Am Tag der Wiederaufnahme des Flugbetriebs in Weiden fuhr Willi Venzl nach Greding, einer der ersten bayerischen Segelflugschulen nach dem Krieg, um vom 19.Juli bis zum 29. Juli 1955 die B-Prüfung abzulegen. Die Schulung erfolgte auf dem Doppelraab mit dem Kennzeichen D - 1044.

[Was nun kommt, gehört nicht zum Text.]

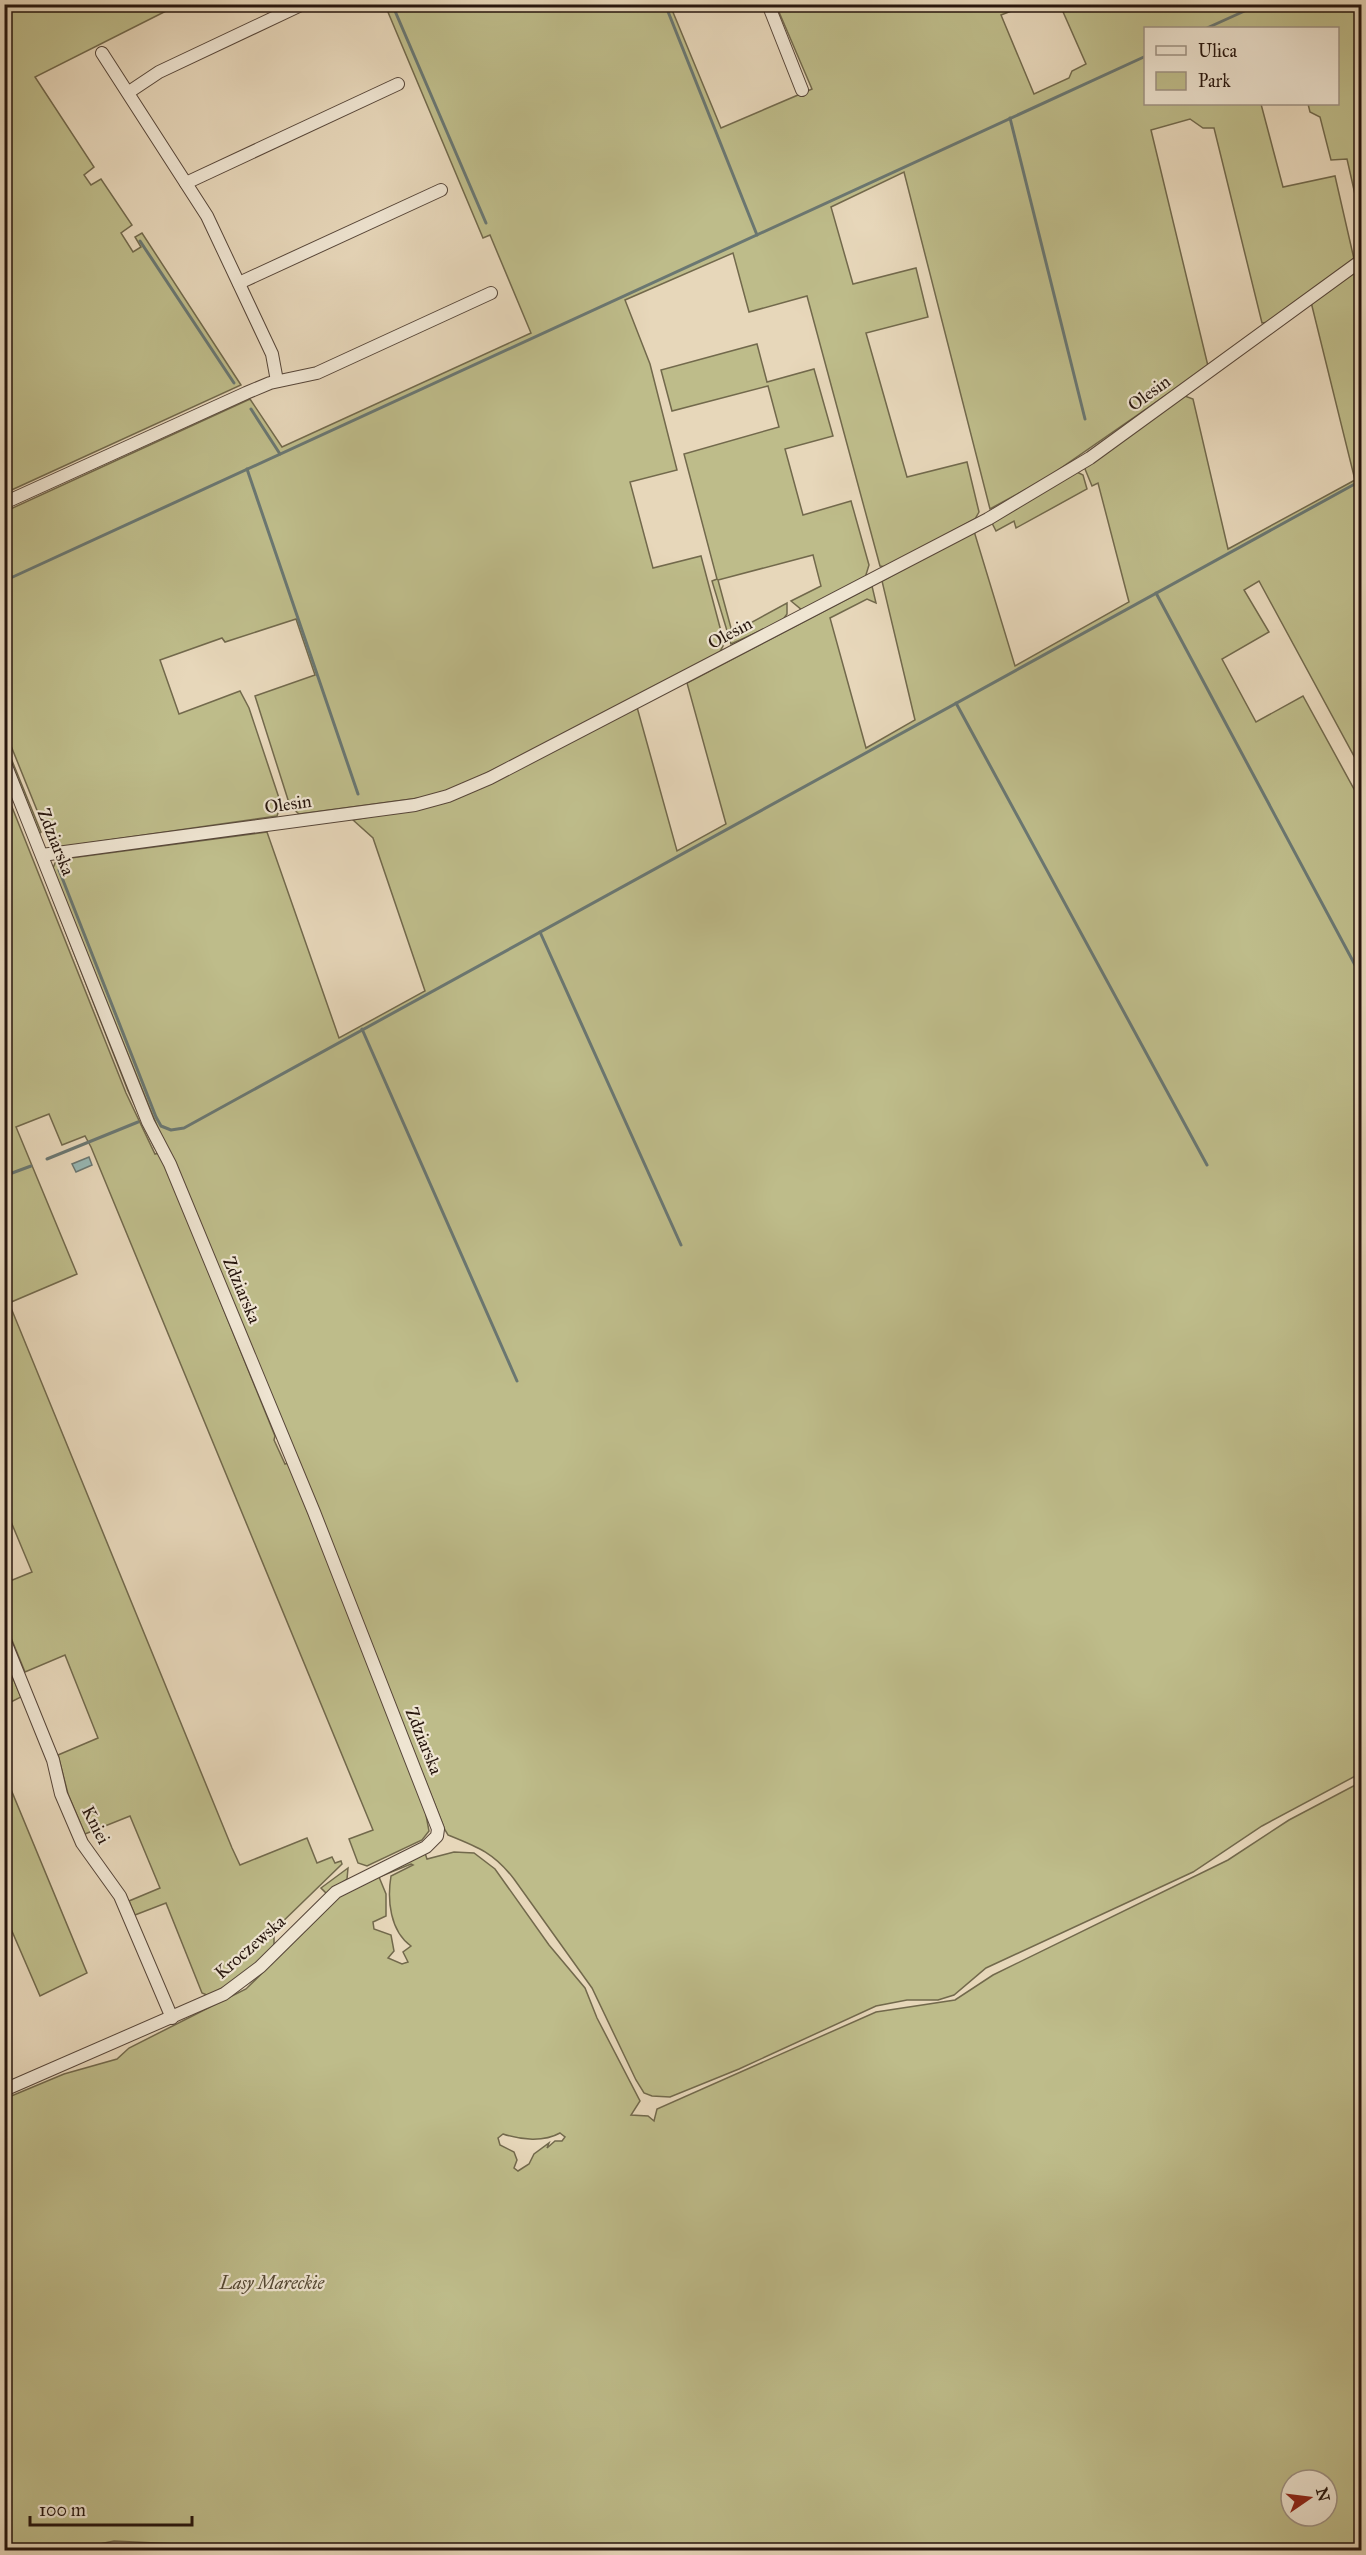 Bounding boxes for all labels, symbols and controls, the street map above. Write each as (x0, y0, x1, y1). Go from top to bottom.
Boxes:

Im August 1956 erhielt Kamerad Robert Lochner durch eine erfolgreiche Prüfung bei der Akaflieg München in Prien/Chiemsee den Luftfahrerschein Klasse II für Doppelsitzer und damit die Berechtigung auch Passagieren unsere schöne Heimat aus der Luft zu zeigen. Was er auch unmittelbar tat.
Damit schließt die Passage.